Terdapat tiga dimensi yang diperdebatkan antarkelompok masyarakat.
Anggota Badan Legislasi (Baleg) DPR, Nusron Wahid, mengungkapkan, masih terjadi perdebatan di kalangan masyarakat tentang Rancangan Undang-Undang Penghapusan Kekerasan Seksual (RUU PKS). Silang pendapatan tersebut dikhawatirkan memicu terjadinya ketakharmonisan dan ketaknyamanan.
Pokok perdebatan berkutat pada tiga dimensi, yakni universalitas, lokalitas kebudayaan, dan pemahaman keagamaan yang bersifat kepercayaan. Sebagian kelompok memandang negatif RUU PKS lantaran dianggap liberalis atau feminis mengingat isinya terlalu mengatur privasi.
"Jadi (mereka meminta) kembalikan pada res publica bukan res privata. Ini perspektif atau kesan yang dibangun teman-teman yang mempunyai pendapat selama ini mengusung kebebasan," katanya dalam keterangannya, Rabu (14/7).
Sementara itu, kalangan pesantren, seperti ulama, berpendapat, RUU PKS terlalu mengatur ranah kebebasan.

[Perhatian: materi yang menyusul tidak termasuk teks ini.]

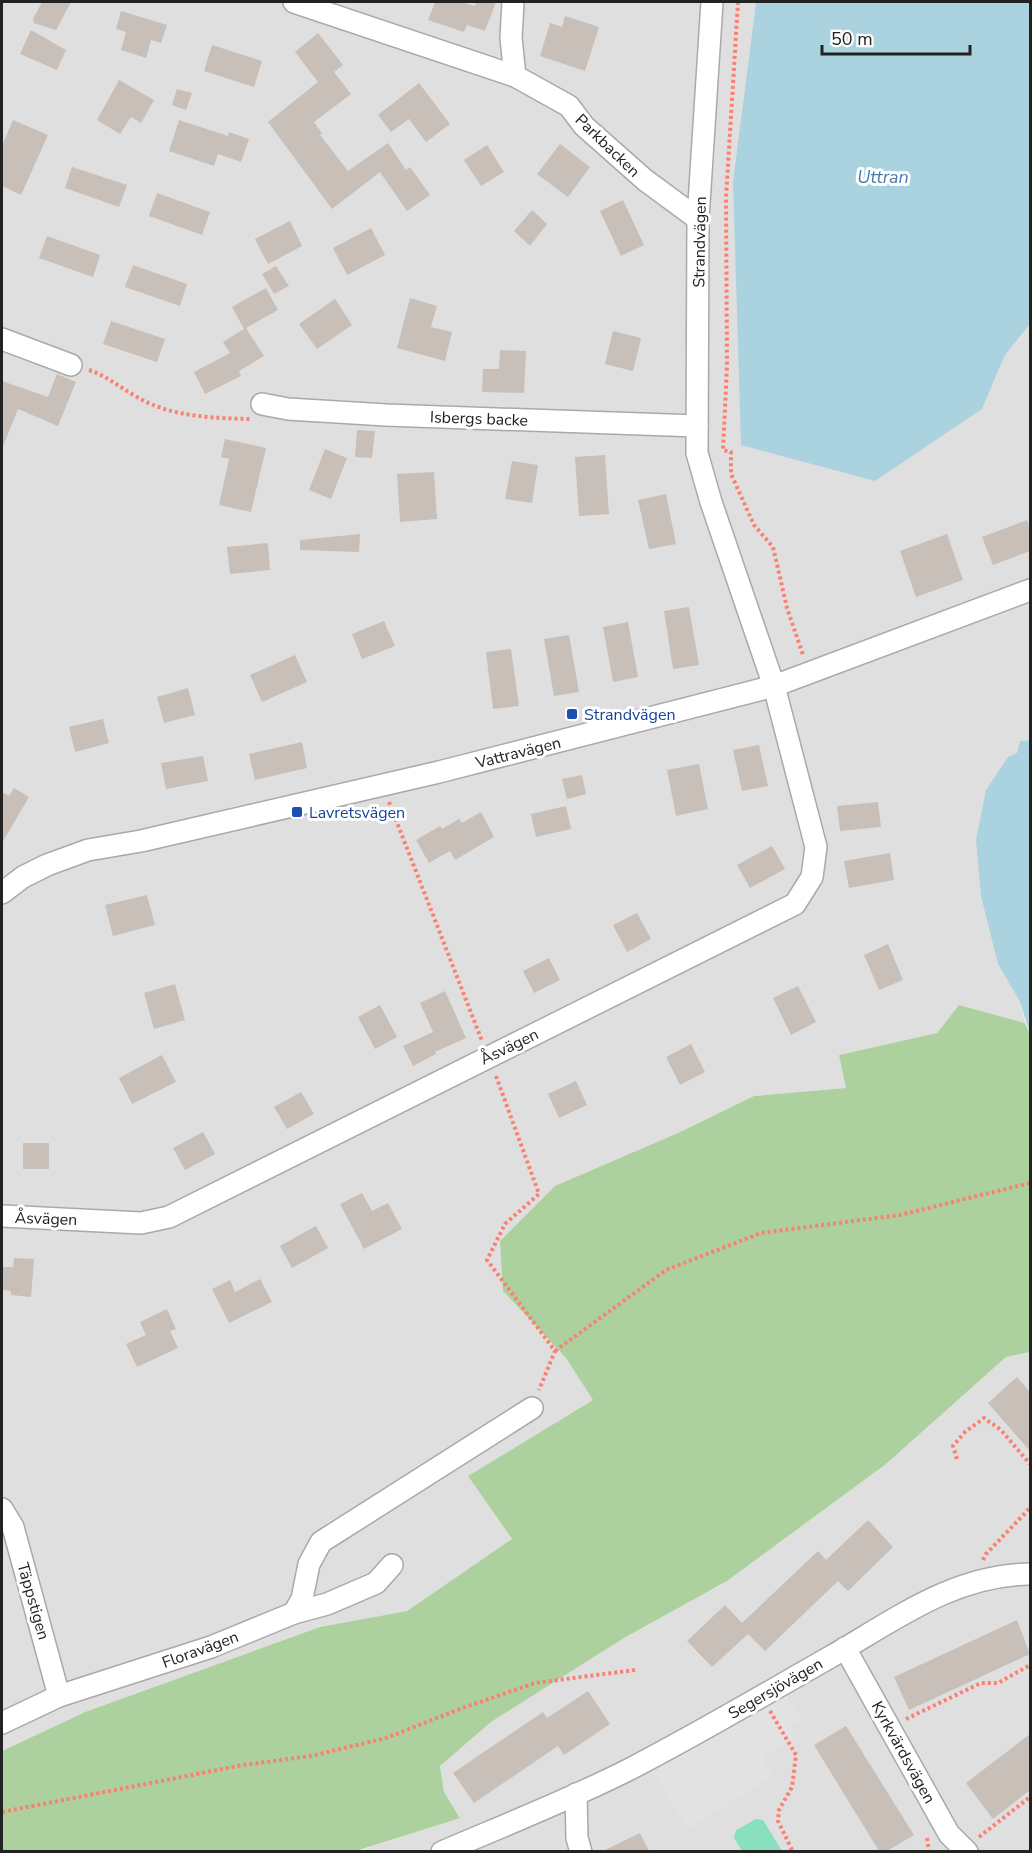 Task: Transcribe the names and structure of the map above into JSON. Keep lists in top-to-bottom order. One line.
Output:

Mereka mempersoalkan hubungan rumah tangga yang diatur, tidak demikian dengan masalah LGBT.
"Karena dalam undang-undang ini tidak ada larangan tentang tentang LGBT, maka LGBT boleh. Sementara dalam undang-undang ini diatur yang lain tidak boleh. Ini pada satu sisi yang lain," jelas politikus PartaiGolkar itu.